* Action item *
Omit the images and reproduce the rest of the entries exactly.

* Supplied data *
┄┄┄┄┄┄
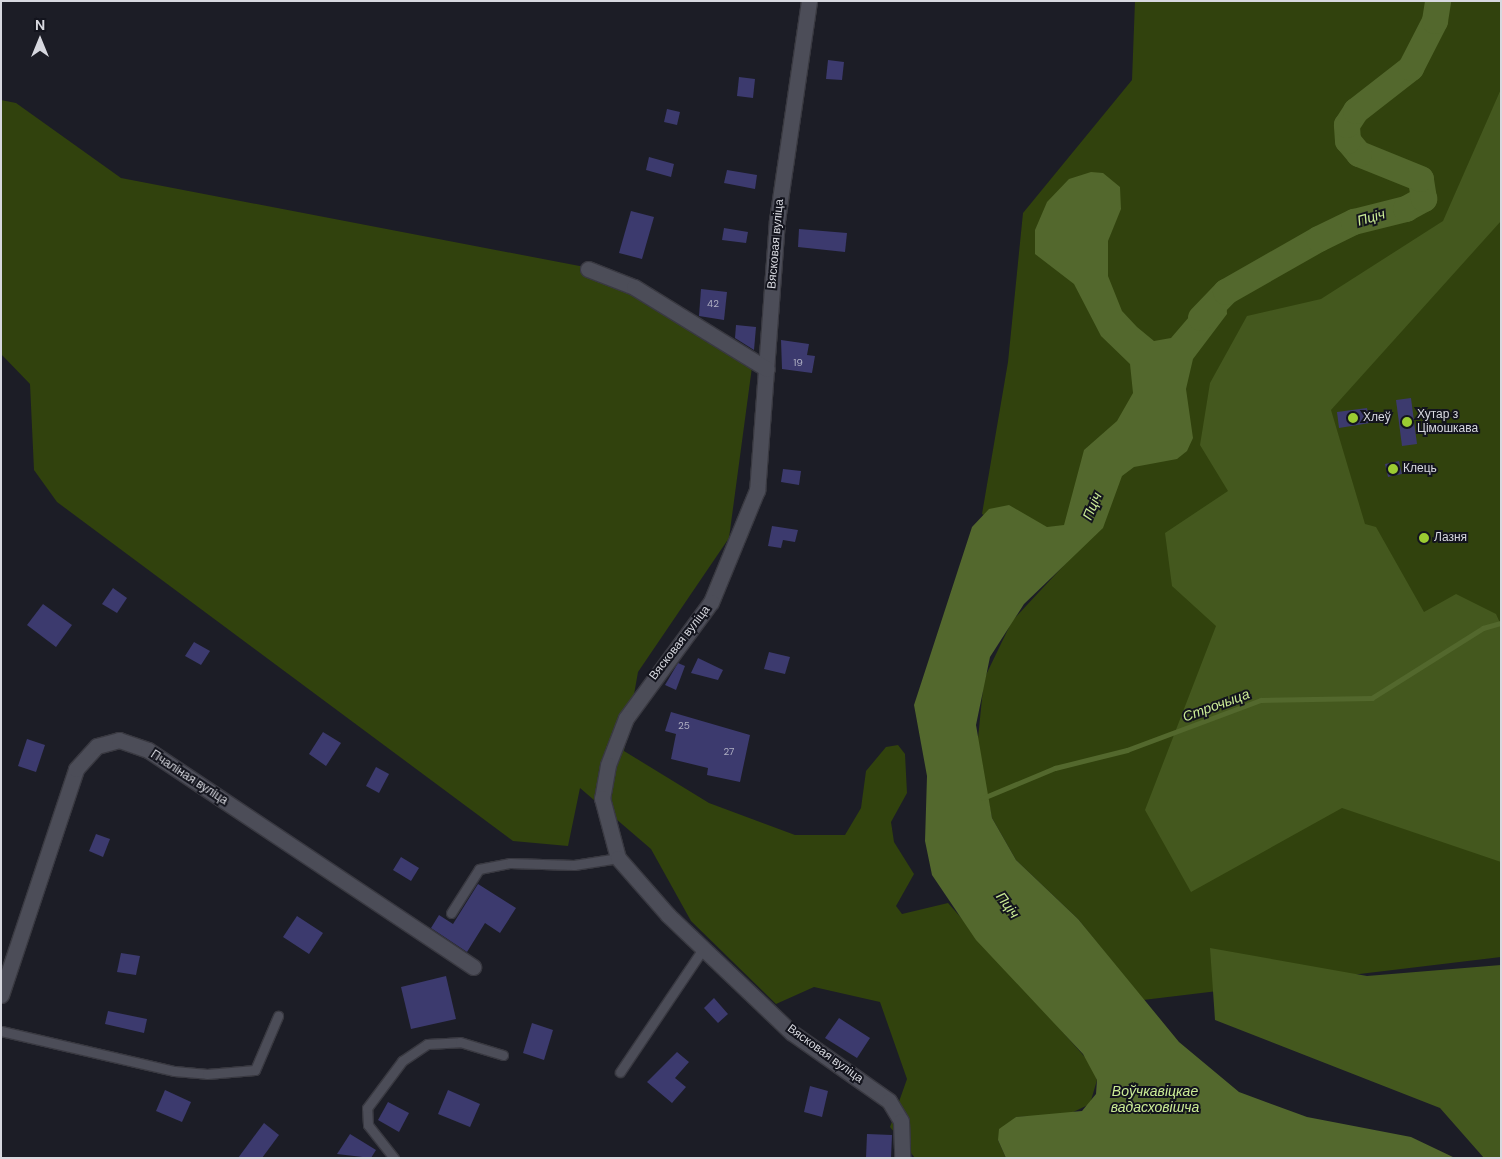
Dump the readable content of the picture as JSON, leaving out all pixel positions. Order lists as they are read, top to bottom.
{
  "streets": {
    "street": ["Вясковая вуліца", "Пчаліная вуліца"]
  },
  "water": ["Пціч", "Строчыца", "Воўчкавіцкае вадасховішча"],
  "places": [
    "Хлеў",
    "Хутар з Цімошкава",
    "Клець",
    "Лазня"
  ],
  "house_numbers": [
    "42",
    "19",
    "25",
    "27"
  ],
  "north": "top"
}
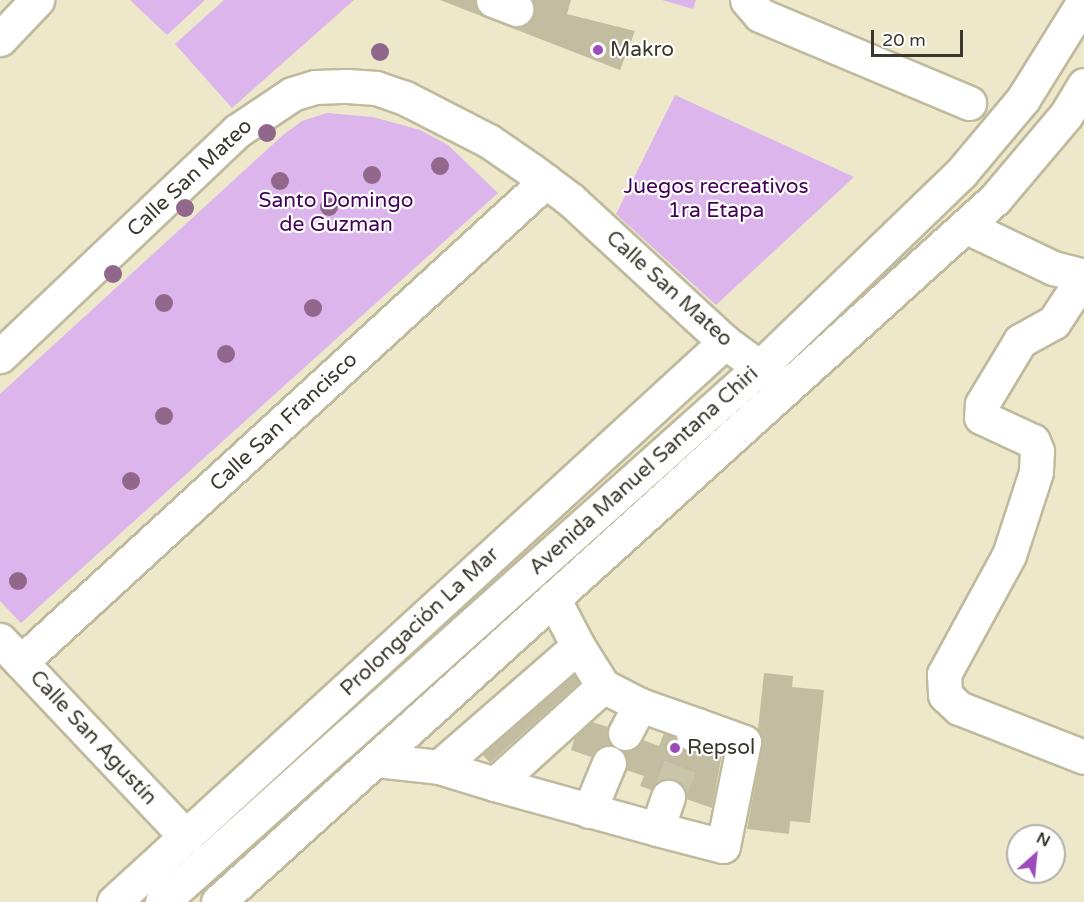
┄┄┄┄┄┄
* Task result *
Dump the readable content of the picture as JSON, leaving out all pixel positions. Order lists as they are read, top to bottom.
{
  "streets": {
    "street": ["Вясковая вуліца", "Пчаліная вуліца"]
  },
  "water": ["Пціч", "Строчыца", "Воўчкавіцкае вадасховішча"],
  "places": [
    "Хлеў",
    "Хутар з Цімошкава",
    "Клець",
    "Лазня"
  ],
  "house_numbers": [
    "42",
    "19",
    "25",
    "27"
  ],
  "north": "top"
}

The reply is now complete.